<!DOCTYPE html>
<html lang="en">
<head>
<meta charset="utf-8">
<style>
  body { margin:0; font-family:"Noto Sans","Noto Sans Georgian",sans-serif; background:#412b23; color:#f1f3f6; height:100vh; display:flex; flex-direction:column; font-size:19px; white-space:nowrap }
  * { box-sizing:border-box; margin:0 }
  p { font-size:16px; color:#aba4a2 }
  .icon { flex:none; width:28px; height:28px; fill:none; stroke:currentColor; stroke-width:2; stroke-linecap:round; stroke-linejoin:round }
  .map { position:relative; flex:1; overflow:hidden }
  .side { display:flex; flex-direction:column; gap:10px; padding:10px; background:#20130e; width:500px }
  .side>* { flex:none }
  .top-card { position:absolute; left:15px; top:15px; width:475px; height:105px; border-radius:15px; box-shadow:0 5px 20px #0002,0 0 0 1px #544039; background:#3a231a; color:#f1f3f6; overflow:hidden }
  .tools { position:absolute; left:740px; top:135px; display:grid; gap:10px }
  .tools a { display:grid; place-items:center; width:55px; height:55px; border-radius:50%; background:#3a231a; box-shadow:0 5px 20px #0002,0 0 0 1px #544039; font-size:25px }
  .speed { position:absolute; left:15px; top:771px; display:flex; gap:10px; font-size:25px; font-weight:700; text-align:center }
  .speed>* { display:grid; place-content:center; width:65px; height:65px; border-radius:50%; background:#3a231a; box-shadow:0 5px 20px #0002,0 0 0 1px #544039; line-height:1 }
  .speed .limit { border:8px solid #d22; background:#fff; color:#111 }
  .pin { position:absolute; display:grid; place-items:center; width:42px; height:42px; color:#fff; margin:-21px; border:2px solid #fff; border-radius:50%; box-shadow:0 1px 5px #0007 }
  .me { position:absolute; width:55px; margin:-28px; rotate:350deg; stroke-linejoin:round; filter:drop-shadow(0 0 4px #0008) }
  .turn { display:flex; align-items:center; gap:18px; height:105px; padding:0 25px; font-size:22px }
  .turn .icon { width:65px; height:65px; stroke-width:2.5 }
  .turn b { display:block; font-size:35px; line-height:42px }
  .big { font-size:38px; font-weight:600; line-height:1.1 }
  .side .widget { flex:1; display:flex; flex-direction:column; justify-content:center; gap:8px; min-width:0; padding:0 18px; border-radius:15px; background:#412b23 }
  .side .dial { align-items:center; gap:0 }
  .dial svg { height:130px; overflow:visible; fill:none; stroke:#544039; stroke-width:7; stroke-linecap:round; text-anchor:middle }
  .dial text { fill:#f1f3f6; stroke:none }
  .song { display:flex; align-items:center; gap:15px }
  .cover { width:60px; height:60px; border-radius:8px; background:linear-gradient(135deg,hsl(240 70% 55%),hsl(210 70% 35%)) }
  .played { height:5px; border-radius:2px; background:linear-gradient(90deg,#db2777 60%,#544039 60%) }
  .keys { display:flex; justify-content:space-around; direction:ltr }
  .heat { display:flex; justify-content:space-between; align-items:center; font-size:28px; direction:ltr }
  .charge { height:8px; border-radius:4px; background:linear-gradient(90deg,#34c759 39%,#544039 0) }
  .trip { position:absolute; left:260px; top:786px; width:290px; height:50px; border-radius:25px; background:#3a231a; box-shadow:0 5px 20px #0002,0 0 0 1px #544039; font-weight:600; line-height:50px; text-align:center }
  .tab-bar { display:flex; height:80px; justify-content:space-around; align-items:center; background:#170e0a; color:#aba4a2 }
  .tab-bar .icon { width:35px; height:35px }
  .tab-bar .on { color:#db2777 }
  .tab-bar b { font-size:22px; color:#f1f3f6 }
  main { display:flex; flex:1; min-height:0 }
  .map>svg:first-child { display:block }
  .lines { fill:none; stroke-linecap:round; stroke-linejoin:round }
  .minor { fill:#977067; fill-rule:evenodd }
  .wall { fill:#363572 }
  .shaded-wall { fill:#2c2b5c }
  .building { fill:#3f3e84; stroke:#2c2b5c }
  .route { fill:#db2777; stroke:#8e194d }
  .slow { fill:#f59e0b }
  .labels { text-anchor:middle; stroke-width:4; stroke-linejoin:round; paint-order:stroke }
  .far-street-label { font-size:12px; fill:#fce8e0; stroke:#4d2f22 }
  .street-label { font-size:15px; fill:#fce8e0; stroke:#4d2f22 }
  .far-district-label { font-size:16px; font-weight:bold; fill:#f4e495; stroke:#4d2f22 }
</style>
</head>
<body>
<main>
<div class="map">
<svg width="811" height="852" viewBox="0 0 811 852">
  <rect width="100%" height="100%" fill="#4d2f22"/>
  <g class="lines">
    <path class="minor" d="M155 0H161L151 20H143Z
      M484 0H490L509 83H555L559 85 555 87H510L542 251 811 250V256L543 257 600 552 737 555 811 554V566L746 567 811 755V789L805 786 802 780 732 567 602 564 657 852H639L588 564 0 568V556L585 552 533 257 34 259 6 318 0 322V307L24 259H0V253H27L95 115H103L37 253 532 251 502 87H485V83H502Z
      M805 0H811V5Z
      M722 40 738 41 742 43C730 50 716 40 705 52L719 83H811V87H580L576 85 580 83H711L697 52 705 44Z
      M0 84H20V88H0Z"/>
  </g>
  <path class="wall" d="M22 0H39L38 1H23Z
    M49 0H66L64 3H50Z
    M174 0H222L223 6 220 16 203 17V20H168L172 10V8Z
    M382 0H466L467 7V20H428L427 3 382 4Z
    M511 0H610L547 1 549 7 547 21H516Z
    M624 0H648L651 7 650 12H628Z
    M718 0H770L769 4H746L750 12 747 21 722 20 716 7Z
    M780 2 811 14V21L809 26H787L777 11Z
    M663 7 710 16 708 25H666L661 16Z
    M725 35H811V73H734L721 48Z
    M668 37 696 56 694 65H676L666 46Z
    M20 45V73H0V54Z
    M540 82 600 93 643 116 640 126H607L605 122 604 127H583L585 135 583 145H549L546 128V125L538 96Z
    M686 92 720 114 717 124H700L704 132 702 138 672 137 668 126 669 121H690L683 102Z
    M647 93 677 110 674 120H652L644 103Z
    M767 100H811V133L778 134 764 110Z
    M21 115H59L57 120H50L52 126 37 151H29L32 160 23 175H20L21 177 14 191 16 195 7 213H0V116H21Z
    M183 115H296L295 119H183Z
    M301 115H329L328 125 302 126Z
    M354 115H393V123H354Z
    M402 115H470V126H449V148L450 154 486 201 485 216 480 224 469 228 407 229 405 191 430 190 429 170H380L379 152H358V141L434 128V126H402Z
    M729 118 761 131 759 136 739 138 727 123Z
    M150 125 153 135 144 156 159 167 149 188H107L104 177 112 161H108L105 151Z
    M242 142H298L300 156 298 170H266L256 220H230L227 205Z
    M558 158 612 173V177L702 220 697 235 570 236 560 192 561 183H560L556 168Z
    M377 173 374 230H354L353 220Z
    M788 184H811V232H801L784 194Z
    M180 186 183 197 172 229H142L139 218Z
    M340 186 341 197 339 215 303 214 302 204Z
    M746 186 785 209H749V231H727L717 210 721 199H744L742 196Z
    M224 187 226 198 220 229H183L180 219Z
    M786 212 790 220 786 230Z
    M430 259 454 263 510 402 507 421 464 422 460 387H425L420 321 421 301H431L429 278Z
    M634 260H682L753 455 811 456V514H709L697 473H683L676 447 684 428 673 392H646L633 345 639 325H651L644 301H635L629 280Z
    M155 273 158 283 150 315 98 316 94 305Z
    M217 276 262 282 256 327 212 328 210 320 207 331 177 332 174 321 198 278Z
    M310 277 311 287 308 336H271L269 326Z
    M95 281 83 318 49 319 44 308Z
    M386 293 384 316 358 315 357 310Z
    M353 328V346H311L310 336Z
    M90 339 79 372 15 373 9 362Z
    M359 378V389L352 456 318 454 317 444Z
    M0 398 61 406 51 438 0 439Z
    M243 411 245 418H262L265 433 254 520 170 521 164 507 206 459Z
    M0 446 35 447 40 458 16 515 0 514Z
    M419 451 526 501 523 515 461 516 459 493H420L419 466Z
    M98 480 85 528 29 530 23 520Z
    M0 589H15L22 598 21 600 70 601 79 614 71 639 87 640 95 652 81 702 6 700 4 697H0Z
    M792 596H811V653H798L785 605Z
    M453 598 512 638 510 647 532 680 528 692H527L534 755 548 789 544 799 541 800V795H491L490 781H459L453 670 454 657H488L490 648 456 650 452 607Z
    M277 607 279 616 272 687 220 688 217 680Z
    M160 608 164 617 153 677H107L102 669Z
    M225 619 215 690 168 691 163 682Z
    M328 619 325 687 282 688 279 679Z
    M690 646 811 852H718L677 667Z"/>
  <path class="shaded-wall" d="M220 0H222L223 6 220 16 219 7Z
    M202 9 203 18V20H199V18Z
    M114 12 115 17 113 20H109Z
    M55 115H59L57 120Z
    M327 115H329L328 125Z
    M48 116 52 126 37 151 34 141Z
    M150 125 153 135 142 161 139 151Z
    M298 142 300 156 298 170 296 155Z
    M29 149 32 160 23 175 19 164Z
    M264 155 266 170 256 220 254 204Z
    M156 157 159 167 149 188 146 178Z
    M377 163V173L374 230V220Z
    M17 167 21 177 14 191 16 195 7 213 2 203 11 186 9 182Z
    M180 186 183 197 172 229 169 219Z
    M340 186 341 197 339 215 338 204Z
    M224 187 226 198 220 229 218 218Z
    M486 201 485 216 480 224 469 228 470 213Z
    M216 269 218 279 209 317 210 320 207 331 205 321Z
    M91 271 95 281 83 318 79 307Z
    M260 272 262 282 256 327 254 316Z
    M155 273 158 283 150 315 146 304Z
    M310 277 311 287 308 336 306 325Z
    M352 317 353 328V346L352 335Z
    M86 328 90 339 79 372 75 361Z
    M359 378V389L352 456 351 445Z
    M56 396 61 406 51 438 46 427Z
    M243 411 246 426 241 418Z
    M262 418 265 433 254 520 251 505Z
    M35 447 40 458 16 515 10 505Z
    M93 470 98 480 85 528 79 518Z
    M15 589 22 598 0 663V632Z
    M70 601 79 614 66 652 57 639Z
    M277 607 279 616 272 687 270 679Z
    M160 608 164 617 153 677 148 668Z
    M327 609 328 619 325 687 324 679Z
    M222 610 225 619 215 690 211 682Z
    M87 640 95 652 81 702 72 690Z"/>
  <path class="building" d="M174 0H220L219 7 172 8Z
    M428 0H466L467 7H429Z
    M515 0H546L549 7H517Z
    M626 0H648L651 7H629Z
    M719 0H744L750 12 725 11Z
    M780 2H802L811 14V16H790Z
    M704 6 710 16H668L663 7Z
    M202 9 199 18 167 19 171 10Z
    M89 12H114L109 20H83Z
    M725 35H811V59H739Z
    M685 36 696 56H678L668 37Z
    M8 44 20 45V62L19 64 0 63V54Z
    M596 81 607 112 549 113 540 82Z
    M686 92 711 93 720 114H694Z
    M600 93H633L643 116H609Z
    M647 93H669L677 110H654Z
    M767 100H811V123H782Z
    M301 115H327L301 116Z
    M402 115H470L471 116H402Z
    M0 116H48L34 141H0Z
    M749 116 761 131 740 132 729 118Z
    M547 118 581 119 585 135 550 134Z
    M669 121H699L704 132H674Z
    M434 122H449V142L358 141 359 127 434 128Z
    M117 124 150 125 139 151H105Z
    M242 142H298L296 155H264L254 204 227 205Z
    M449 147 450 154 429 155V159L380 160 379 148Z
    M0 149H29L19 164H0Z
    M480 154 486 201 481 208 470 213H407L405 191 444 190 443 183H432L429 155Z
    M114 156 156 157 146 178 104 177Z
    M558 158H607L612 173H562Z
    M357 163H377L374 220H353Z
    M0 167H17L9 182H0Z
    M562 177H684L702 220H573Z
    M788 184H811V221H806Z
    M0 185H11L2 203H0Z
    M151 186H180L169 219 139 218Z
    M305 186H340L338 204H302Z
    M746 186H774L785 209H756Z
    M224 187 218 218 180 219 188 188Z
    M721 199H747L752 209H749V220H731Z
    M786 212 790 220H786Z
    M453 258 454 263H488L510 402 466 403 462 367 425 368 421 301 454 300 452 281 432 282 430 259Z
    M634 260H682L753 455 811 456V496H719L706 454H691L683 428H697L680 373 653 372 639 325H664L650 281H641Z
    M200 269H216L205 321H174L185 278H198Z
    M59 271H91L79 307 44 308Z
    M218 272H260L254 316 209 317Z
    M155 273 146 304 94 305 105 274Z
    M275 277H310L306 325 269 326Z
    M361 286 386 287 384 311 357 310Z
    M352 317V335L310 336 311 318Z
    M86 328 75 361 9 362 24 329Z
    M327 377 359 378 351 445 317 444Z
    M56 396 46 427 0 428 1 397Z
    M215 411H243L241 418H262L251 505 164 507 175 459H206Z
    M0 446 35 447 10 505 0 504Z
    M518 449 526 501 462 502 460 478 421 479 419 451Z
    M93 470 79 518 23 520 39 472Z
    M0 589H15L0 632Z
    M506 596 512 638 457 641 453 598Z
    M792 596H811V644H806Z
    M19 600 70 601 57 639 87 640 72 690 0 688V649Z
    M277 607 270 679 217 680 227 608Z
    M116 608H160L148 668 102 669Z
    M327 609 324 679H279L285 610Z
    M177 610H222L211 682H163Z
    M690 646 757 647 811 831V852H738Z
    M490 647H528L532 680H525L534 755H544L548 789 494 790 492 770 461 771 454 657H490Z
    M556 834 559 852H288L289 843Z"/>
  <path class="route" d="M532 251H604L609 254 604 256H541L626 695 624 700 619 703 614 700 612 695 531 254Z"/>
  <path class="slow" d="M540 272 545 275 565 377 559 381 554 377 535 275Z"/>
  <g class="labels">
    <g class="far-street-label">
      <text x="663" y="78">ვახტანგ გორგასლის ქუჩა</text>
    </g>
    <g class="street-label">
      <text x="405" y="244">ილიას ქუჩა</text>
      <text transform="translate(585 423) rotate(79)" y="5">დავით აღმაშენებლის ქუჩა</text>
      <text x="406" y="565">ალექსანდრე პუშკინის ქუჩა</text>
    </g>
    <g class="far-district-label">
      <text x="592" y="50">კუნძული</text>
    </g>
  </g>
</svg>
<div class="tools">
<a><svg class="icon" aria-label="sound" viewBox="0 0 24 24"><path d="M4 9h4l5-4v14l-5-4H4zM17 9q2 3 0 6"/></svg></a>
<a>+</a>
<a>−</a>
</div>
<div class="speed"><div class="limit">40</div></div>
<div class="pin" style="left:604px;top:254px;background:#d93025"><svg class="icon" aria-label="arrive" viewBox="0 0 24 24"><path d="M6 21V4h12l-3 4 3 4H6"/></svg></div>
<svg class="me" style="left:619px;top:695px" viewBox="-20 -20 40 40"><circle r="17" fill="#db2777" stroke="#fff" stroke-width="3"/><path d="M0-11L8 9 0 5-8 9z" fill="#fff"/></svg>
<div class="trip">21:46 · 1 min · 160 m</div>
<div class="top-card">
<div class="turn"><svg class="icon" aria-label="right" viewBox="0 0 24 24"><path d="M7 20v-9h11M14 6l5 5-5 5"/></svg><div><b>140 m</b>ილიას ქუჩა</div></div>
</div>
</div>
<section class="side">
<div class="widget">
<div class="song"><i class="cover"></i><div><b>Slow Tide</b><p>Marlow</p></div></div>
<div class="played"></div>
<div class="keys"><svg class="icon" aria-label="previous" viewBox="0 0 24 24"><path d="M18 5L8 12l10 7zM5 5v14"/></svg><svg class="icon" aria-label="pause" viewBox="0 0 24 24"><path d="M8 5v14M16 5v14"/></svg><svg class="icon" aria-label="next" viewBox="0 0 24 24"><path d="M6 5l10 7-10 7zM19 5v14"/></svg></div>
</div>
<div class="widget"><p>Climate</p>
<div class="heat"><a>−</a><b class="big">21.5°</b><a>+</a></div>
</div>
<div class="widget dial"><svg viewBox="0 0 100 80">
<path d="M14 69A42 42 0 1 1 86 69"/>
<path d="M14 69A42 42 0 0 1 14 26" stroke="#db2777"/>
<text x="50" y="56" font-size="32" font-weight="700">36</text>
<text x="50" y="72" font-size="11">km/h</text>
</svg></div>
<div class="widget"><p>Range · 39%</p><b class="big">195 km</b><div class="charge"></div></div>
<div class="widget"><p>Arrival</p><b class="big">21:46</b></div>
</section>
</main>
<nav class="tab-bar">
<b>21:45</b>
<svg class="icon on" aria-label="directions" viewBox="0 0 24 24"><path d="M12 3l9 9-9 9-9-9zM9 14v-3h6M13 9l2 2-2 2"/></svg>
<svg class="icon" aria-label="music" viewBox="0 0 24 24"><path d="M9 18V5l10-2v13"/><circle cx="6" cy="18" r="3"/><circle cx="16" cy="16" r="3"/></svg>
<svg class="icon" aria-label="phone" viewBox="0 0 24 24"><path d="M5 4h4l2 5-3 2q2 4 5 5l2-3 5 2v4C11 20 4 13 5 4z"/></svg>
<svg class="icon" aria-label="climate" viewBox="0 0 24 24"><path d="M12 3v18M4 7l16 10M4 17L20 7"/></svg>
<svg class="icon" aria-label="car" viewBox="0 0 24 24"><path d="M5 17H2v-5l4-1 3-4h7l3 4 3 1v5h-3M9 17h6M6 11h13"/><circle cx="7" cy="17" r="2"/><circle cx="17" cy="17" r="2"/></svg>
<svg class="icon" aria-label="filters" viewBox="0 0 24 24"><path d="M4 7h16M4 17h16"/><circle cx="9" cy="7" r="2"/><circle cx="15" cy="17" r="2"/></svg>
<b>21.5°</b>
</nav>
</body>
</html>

#####

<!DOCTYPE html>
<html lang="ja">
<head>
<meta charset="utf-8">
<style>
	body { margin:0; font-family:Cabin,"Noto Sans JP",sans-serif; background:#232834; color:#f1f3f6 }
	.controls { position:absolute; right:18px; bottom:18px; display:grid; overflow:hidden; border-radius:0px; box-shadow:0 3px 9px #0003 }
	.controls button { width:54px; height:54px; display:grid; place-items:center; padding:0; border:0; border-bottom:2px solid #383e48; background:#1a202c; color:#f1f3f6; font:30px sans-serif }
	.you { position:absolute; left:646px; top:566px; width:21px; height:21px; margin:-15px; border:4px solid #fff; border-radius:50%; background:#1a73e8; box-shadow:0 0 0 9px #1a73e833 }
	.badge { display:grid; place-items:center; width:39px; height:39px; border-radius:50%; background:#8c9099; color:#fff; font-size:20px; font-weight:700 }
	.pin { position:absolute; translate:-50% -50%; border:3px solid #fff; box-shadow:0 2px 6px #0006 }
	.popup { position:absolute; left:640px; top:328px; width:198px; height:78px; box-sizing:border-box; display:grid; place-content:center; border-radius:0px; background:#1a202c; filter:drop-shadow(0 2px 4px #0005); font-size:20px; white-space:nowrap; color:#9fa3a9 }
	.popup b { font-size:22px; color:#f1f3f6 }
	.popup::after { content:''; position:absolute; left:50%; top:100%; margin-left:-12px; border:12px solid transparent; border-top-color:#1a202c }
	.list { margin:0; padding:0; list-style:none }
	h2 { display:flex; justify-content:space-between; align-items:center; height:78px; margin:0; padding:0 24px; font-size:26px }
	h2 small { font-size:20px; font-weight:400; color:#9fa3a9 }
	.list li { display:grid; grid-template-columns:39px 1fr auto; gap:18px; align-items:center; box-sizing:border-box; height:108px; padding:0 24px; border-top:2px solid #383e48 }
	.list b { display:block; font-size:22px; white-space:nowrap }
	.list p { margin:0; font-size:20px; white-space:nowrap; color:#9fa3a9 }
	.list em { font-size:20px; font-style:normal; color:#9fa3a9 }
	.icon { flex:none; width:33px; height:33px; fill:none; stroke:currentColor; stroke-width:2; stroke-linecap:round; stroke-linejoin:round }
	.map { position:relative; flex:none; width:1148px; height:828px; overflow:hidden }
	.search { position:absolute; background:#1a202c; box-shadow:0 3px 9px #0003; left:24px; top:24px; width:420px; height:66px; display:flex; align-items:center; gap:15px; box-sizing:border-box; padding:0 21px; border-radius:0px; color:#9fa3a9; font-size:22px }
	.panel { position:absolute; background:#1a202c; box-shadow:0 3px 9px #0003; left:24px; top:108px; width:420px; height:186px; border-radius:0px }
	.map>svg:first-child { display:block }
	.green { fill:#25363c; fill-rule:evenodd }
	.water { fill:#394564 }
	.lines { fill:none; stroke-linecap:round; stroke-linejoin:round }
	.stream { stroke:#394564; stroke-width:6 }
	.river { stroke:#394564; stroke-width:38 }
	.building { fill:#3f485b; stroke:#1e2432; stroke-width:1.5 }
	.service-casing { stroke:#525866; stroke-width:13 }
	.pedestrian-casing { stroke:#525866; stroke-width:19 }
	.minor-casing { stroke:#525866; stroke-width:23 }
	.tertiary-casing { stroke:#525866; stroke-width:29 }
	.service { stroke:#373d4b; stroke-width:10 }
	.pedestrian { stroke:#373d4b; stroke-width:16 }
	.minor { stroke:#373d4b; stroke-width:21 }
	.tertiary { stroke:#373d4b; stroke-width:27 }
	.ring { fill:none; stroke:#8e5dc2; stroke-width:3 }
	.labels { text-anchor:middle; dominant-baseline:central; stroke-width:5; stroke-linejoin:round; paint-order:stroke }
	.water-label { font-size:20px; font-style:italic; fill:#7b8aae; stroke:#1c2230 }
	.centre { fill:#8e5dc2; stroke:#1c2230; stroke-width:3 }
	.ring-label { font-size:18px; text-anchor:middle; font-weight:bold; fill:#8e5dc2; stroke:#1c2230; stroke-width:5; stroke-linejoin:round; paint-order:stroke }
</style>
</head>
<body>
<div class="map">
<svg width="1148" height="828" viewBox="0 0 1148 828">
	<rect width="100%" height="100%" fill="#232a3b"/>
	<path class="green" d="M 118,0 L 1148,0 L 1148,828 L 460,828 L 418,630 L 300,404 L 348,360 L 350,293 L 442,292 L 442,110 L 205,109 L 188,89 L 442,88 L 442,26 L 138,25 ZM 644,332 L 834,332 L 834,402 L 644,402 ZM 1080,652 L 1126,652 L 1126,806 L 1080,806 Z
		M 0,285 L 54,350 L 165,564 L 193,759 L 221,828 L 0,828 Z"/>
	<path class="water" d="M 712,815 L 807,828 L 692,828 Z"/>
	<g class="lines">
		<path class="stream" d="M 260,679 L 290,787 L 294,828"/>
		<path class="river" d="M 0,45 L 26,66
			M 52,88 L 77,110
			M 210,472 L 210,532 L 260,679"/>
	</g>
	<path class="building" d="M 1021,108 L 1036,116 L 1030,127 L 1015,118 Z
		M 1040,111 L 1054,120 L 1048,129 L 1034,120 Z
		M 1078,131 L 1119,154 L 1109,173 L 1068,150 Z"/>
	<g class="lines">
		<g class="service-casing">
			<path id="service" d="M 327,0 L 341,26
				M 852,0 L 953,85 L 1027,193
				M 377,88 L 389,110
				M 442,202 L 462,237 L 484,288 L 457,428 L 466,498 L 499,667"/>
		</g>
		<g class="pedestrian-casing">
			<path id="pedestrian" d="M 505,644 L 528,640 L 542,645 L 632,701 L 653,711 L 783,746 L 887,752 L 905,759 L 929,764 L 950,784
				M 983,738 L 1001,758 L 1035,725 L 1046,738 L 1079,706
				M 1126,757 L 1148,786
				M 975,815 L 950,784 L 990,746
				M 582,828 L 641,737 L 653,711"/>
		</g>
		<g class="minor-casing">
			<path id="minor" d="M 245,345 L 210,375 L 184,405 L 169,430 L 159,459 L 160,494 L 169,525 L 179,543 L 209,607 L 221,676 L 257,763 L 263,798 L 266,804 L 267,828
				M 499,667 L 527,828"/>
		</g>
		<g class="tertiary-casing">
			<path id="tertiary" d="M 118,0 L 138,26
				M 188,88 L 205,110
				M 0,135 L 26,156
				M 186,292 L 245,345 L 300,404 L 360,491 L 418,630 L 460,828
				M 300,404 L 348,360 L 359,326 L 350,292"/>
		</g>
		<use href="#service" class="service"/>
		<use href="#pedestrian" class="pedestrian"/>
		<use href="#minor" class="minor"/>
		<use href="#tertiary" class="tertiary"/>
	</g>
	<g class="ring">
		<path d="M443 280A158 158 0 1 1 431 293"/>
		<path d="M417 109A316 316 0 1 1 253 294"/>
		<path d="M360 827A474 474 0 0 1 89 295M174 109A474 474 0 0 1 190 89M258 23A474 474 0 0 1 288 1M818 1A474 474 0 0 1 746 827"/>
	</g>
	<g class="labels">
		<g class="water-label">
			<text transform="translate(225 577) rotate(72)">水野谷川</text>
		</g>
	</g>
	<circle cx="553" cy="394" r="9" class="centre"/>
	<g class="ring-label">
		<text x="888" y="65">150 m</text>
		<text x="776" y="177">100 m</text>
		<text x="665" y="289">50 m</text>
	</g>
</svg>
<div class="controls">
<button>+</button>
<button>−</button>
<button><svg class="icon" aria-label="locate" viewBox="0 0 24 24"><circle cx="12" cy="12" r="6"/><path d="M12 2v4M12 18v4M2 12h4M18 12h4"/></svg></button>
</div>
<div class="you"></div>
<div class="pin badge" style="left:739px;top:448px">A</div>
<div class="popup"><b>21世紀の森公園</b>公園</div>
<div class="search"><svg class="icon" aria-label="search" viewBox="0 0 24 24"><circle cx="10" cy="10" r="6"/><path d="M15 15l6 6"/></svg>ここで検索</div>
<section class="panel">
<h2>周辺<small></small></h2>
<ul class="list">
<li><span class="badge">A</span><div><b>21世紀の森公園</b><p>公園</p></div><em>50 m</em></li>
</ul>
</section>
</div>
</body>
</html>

#####

Activity ->
Look over the records. Copy the lines that include the word "song".

Problem solution ->
  .song { display:flex; align-items:center; gap:15px }
<div class="song"><i class="cover"></i><div><b>Slow Tide</b><p>Marlow</p></div></div>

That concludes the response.